For every line that contains the string "center", pull that line out of the material below.

## Task inputs

* * * * * * * * *

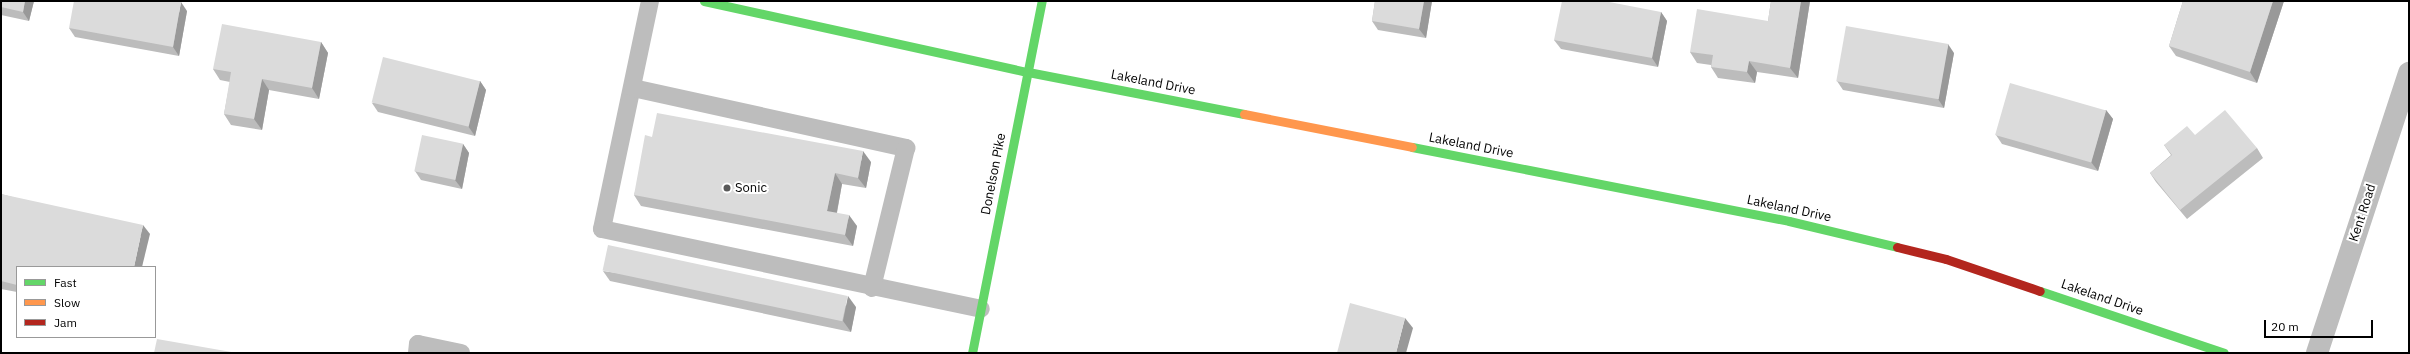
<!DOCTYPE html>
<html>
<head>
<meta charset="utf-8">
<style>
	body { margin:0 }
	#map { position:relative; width:2410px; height:354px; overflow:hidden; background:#fff; font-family:"IBM Plex Sans",sans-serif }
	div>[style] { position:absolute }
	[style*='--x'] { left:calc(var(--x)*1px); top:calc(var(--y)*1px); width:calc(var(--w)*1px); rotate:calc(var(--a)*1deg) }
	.lane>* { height:18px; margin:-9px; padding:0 9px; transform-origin:9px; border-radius:9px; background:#bdbdbd }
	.street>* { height:22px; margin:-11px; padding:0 11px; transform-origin:11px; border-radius:11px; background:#bdbdbd }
	.fast>* { height:9px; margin:-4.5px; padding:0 4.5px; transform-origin:4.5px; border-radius:4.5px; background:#63d668 }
	.slow>* { height:9px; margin:-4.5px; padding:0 4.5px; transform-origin:4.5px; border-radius:4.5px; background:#ff974d }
	.jam>* { height:9px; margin:-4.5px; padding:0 4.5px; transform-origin:4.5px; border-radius:4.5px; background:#b3261e }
	.wall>* { inset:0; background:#bcbcbc }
	.shaded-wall>* { inset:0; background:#999 }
	.building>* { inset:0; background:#dbdbdb; transform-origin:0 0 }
	.dots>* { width:11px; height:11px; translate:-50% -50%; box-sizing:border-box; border:2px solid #fff; border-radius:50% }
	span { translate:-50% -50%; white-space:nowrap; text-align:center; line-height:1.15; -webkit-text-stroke:4px #fff; paint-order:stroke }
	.street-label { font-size:13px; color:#000 }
	.poi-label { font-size:13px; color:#000 }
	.left { translate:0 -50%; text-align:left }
	.frame { position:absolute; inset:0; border:2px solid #000; pointer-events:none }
	.legend { position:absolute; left:16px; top:266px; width:140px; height:72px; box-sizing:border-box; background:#fff; border:1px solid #999; margin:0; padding:5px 7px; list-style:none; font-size:12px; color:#000 }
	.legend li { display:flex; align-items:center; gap:8px; height:20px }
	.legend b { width:20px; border:1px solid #999 }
	.scale { position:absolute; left:2264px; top:320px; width:109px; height:18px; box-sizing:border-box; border:2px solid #000; border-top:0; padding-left:5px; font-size:12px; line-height:14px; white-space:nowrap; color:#000; -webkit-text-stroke:3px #fff; paint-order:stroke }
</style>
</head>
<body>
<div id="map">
	<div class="lane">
		<div style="--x:650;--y:1;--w:233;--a:101.9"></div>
		<div style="--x:602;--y:229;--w:387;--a:11.9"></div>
		<div style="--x:633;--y:88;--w:280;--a:12.4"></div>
		<div style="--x:906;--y:148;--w:144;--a:103.7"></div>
		<div style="--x:417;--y:353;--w:9;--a:-84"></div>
		<div style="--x:418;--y:344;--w:44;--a:11.8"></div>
	</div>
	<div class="street">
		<div style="--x:2317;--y:353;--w:295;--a:-71.8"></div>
	</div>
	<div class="fast">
		<div style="--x:704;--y:1;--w:332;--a:12.4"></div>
		<div style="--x:1028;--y:72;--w:220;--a:11"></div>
		<div style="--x:1412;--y:147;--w:384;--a:11.1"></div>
		<div style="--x:1789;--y:221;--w:111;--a:13.5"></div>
		<div style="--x:2040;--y:291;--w:194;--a:18.6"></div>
		<div style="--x:972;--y:353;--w:359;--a:-78.8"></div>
	</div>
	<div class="slow">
		<div style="--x:1244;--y:114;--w:171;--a:11.1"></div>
	</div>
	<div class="jam">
		<div style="--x:1897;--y:247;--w:50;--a:13.8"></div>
		<div style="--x:1946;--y:259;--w:99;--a:18.8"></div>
	</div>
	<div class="wall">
		<div style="clip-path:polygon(1px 1px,34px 1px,29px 21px,1px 15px)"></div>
		<div style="clip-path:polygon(1375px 1px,1432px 1px,1426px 38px,1378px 30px,1372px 21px)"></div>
		<div style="clip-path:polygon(1771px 1px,1810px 1px,1798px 78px,1757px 72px,1755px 83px,1718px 78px,1711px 67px,1711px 65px,1697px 63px,1690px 52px,1768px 21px)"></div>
		<div style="clip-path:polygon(2183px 1px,2284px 1px,2257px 83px,2176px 56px,2169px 46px)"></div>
		<div style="clip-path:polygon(187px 11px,179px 56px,75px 37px,69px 28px)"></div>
		<div style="clip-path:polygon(1661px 12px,1667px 21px,1658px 67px,1561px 49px,1554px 40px)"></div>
		<div style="clip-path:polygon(321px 42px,328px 53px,319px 99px,269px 90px,262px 130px,231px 125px,224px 114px,230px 82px,220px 80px,213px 69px)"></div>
		<div style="clip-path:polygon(1954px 53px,1944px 108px,1843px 90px,1837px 81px)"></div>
		<div style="clip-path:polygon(480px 81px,486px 90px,475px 136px,378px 112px,372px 103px)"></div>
		<div style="clip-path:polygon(2106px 110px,2113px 119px,2098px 171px,2002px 144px,1996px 135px)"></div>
		<div style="clip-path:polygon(2195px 135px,2257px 148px,2263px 158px,2187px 219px,2156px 182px,2150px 173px,2171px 155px,2164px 145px)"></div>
		<div style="clip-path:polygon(652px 137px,871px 162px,866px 188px,842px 184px,837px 213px,857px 226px,853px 246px,641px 206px,634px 195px)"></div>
		<div style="clip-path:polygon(463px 144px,469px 153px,462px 189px,421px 180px,415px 171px)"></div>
		<div style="clip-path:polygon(1px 194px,150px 234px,17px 267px,17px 292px,1px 289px)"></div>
		<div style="clip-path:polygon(603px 271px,856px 307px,851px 332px,610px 281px)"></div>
	</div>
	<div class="shaded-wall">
		<div style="clip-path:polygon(25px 1px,34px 1px,29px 21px,23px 12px)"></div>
		<div style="clip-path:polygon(1424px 1px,1432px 1px,1426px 38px,1419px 29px)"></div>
		<div style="clip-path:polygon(1801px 1px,1810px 1px,1798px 78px,1790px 68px)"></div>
		<div style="clip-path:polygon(2273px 1px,2284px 1px,2257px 83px,2250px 72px)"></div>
		<div style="clip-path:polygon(181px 2px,187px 11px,179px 56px,173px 47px)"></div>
		<div style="clip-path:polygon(1661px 12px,1667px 21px,1658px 67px,1652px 58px)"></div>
		<div style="clip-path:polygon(321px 42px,328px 53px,319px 99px,312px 88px)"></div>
		<div style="clip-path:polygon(1948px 44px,1954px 53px,1944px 108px,1938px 99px)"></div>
		<div style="clip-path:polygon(1749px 61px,1757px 72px,1755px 83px,1747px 72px)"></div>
		<div style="clip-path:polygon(262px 79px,269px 90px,262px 130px,254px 119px)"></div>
		<div style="clip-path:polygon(480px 81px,486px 90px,475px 136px,468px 126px)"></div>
		<div style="clip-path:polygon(2106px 110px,2113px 119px,2098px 171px,2091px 162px)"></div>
		<div style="clip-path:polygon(463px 144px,469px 153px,462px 189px,455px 180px)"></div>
		<div style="clip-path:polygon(863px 151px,871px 162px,866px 188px,858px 178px)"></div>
		<div style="clip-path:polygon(835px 173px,842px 184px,835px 222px,827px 211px)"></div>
		<div style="clip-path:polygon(849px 215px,857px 226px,853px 246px,845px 235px)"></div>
		<div style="clip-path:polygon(143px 225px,150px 234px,142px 267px,134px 267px)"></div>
		<div style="clip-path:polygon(848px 296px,856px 307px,851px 332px,843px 321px)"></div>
		<div style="clip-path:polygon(1405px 318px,1413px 328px,1406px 353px,1396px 353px)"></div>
	</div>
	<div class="building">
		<div style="clip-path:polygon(1px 1px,25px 1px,23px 12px,1px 7px)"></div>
		<div style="clip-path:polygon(74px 1px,175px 1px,181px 2px,173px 47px,69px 28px)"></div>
		<div style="clip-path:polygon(1375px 1px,1424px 1px,1419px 29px,1372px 21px)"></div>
		<div style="clip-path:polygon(1562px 1px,1604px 1px,1661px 12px,1652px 58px,1554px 40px)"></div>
		<div style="clip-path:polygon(1771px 1px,1801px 1px,1790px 68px,1749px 61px,1747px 72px,1711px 67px,1713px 55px,1690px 52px,1697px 9px,1768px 21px)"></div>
		<div style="clip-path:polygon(2183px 1px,2273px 1px,2250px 72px,2169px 46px)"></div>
		<div style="clip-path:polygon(222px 24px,321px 42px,312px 88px,262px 79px,254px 119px,224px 114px,231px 72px,213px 69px)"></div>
		<div style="left:1846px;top:26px;width:104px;height:56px;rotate:10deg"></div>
		<div style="left:383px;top:57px;width:100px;height:47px;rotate:14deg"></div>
		<div style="left:2010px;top:83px;width:100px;height:54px;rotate:16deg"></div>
		<div style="clip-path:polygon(2225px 110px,2257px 148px,2180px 210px,2150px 173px,2172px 155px,2164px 145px,2187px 126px,2195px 135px)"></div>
		<div style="clip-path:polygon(657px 113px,863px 151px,858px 178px,835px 173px,827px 211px,849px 215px,845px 235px,634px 195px,645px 135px,652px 137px)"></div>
		<div style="left:422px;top:135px;width:42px;height:37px;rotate:12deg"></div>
		<div style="clip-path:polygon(1px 194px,143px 225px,134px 267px,17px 267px,17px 285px,1px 281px)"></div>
		<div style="left:608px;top:245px;width:245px;height:26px;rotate:12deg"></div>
		<div style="clip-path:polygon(1350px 303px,1405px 318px,1396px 353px,1337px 353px)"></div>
		<div style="clip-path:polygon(157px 339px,237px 353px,154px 353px)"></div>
	</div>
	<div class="dots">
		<div style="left:727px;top:188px;background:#595959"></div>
	</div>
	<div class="street-label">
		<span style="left:1153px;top:83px;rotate:11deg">Lakeland Drive</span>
		<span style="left:1471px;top:146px;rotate:11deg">Lakeland Drive</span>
		<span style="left:994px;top:174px;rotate:-79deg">Donelson Pike</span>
		<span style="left:1789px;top:209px;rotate:12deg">Lakeland Drive</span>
		<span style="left:2363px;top:213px;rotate:-72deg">Kent Road</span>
		<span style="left:2102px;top:298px;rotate:19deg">Lakeland Drive</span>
	</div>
	<div class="poi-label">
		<span class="left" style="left:735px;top:188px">Sonic</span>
	</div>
	<div class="frame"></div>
	<ul class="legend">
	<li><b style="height:5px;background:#63d668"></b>Fast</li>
	<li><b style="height:5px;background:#ff974d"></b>Slow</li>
	<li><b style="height:5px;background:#b3261e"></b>Jam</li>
	</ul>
	<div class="scale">20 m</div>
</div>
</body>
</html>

* * * * * * * * *

## Solution for this problem
	span { translate:-50% -50%; white-space:nowrap; text-align:center; line-height:1.15; -webkit-text-stroke:4px #fff; paint-order:stroke }
	.legend li { display:flex; align-items:center; gap:8px; height:20px }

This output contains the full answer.